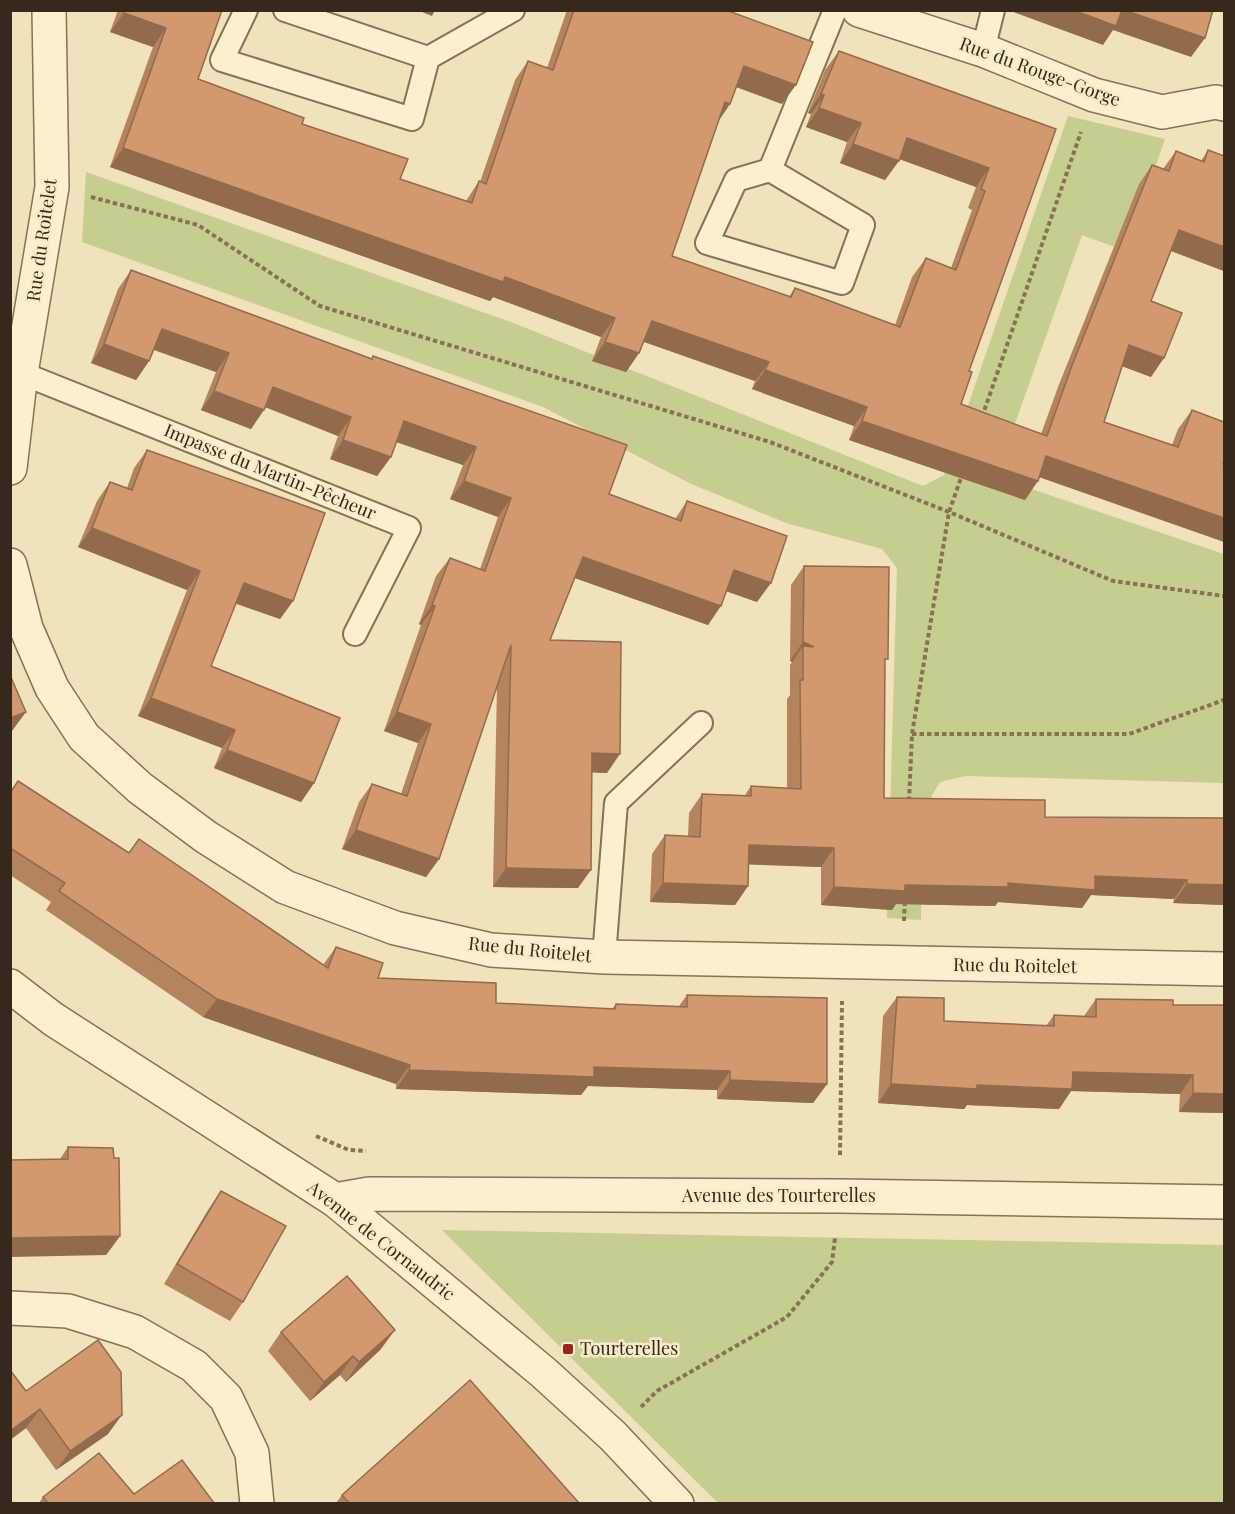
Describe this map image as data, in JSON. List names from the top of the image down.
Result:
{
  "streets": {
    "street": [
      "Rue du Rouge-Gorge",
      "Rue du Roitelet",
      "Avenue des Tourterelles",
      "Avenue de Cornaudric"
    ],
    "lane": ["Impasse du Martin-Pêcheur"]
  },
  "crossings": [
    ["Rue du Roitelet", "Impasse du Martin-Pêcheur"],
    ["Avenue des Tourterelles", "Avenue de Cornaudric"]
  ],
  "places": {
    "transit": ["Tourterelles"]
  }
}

++++

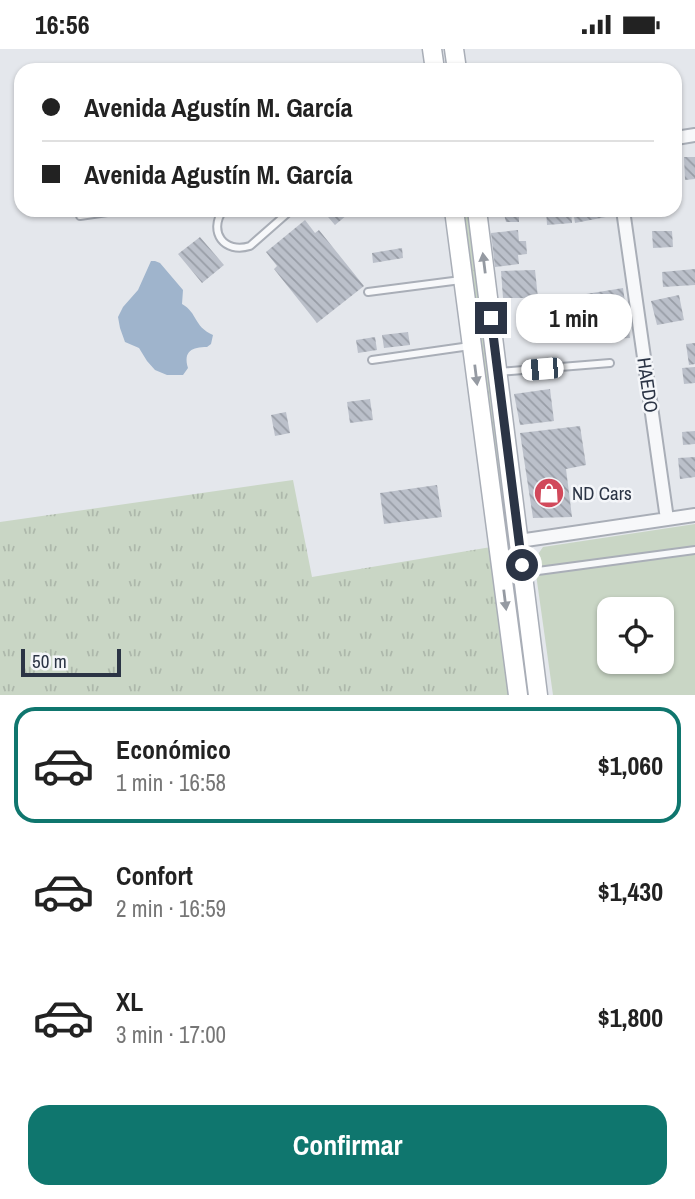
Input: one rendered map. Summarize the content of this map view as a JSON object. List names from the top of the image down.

++++

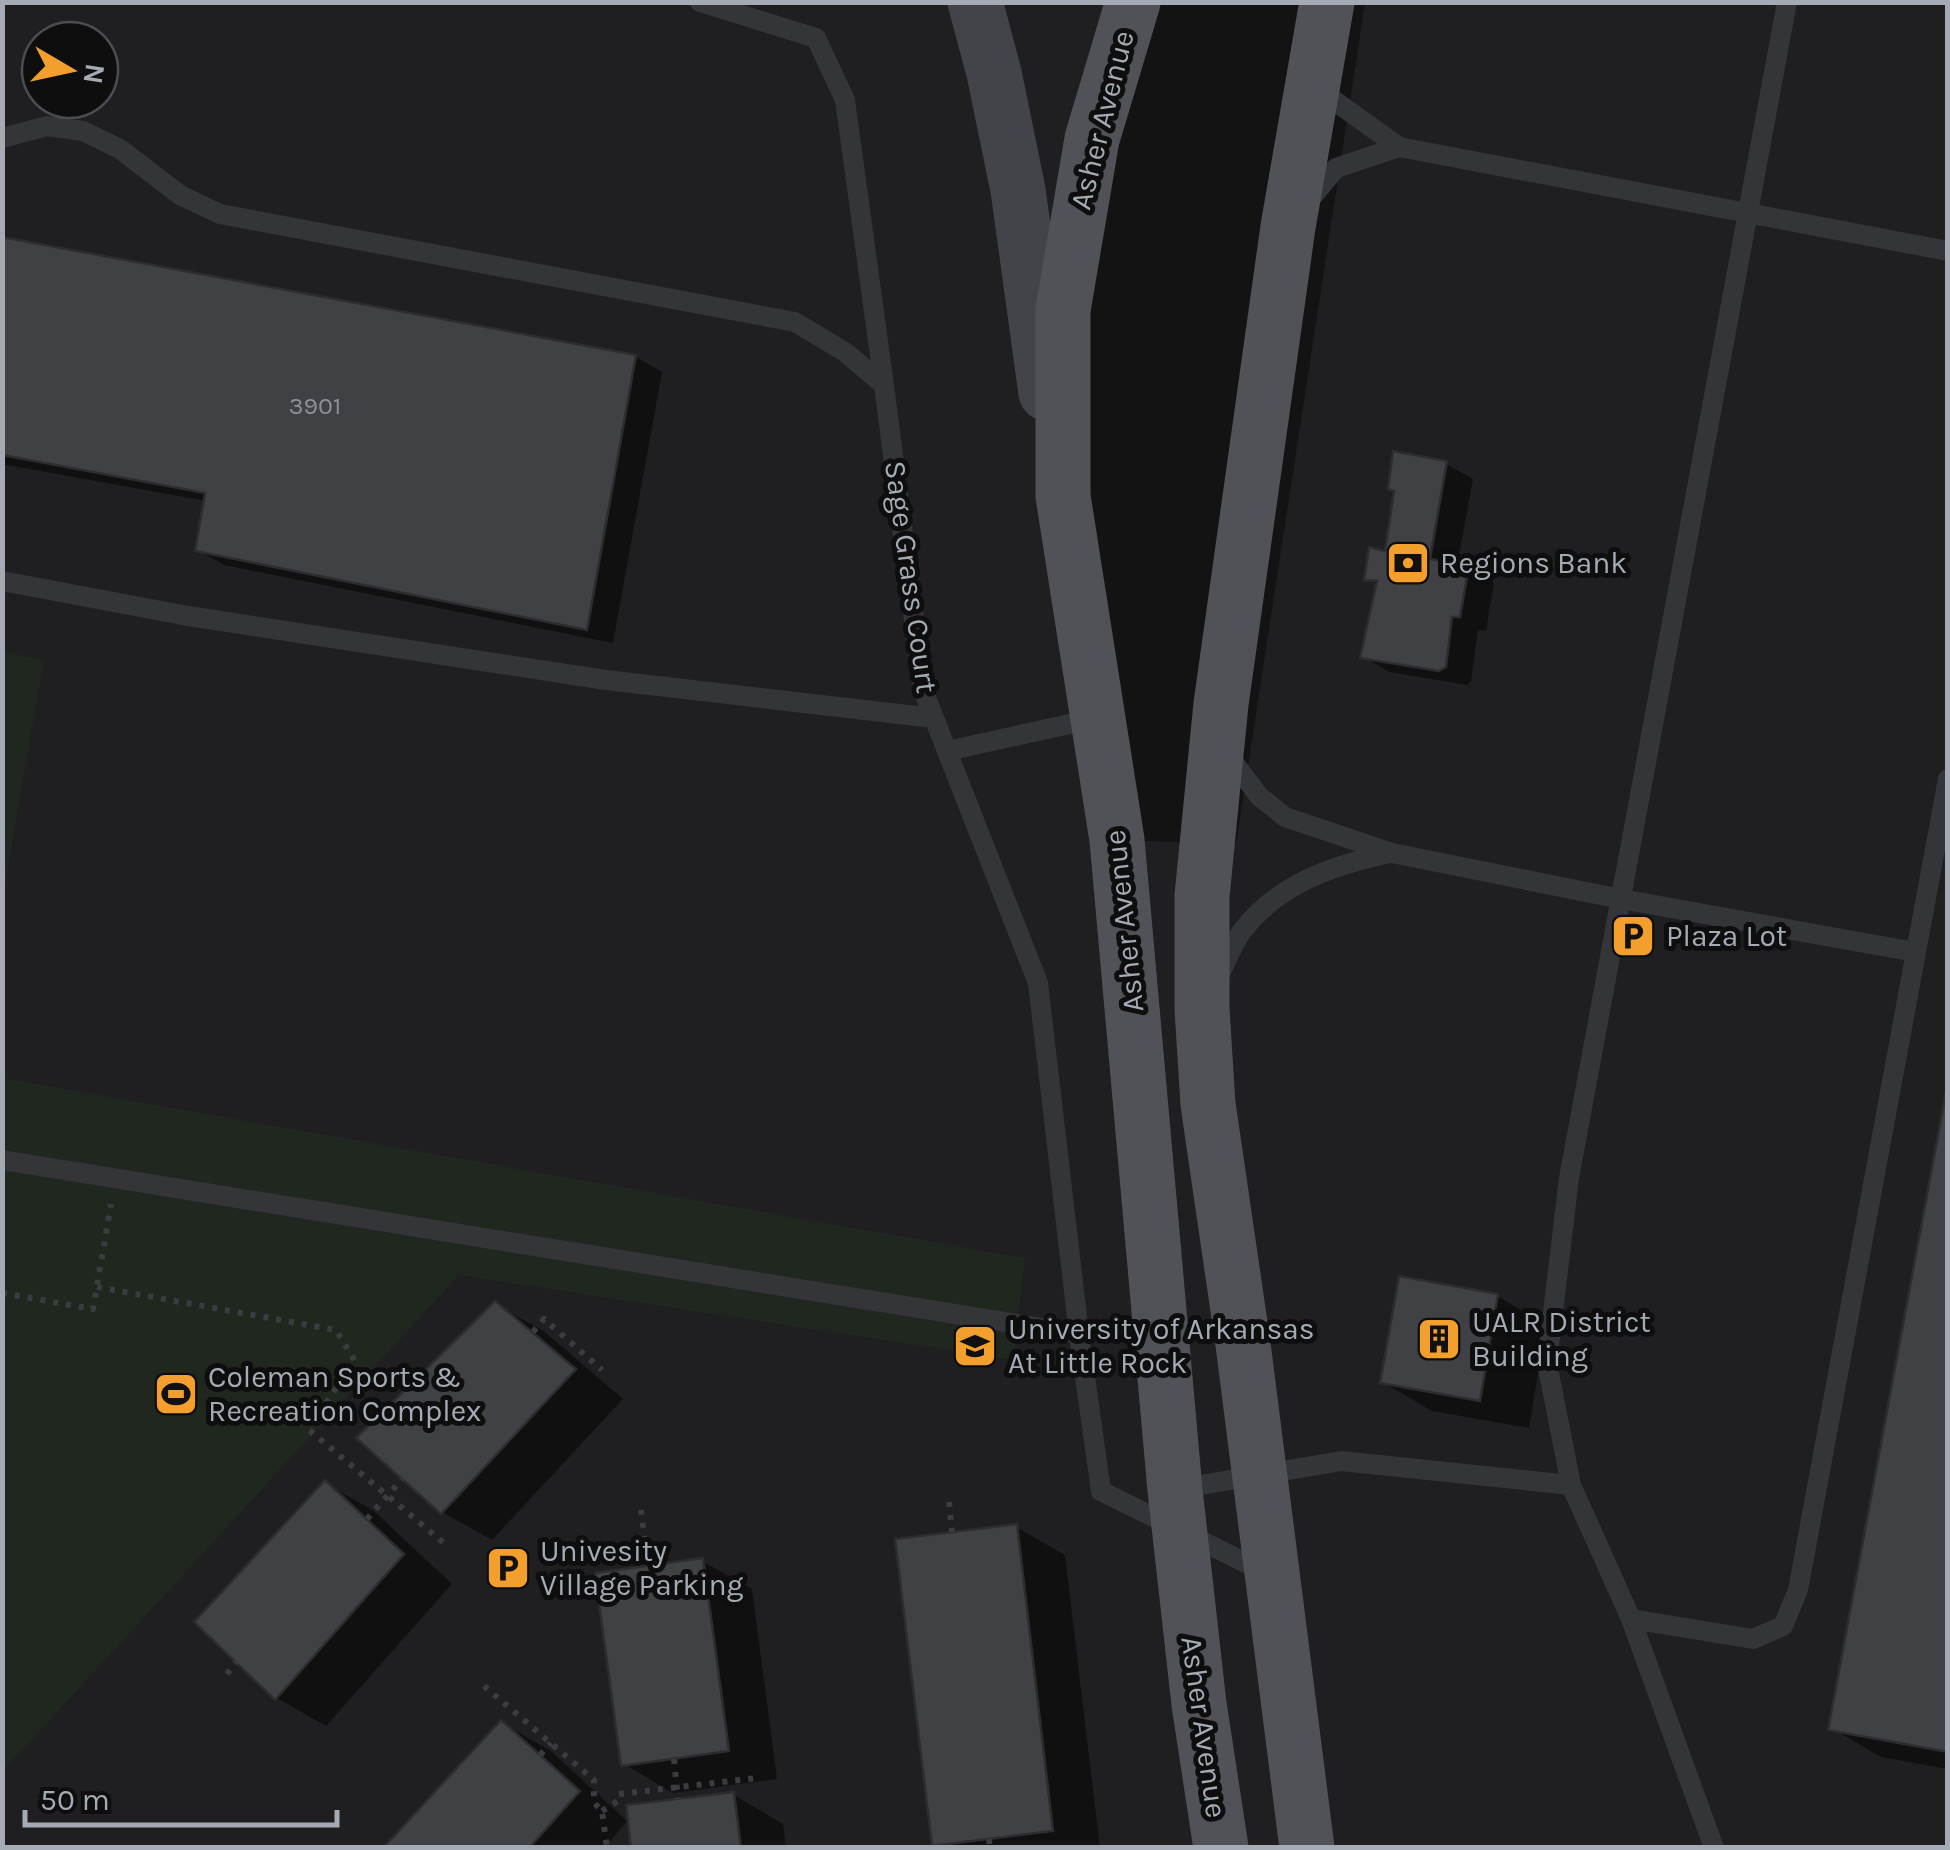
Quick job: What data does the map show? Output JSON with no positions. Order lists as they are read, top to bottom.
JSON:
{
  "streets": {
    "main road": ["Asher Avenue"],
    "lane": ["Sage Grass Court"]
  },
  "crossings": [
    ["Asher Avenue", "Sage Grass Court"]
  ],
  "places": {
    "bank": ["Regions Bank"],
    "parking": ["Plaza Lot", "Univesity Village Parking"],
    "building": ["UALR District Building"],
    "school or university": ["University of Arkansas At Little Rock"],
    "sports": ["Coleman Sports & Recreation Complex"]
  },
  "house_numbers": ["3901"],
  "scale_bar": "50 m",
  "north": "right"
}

++++

Task
What lines in the data above contain the word "this"? Copy them all.

Expected answer
Describe this map image as data, in JSON. List names from the top of the image down.
Input: one rendered map. Summarize the content of this map view as a JSON object. List names from the top of the image down.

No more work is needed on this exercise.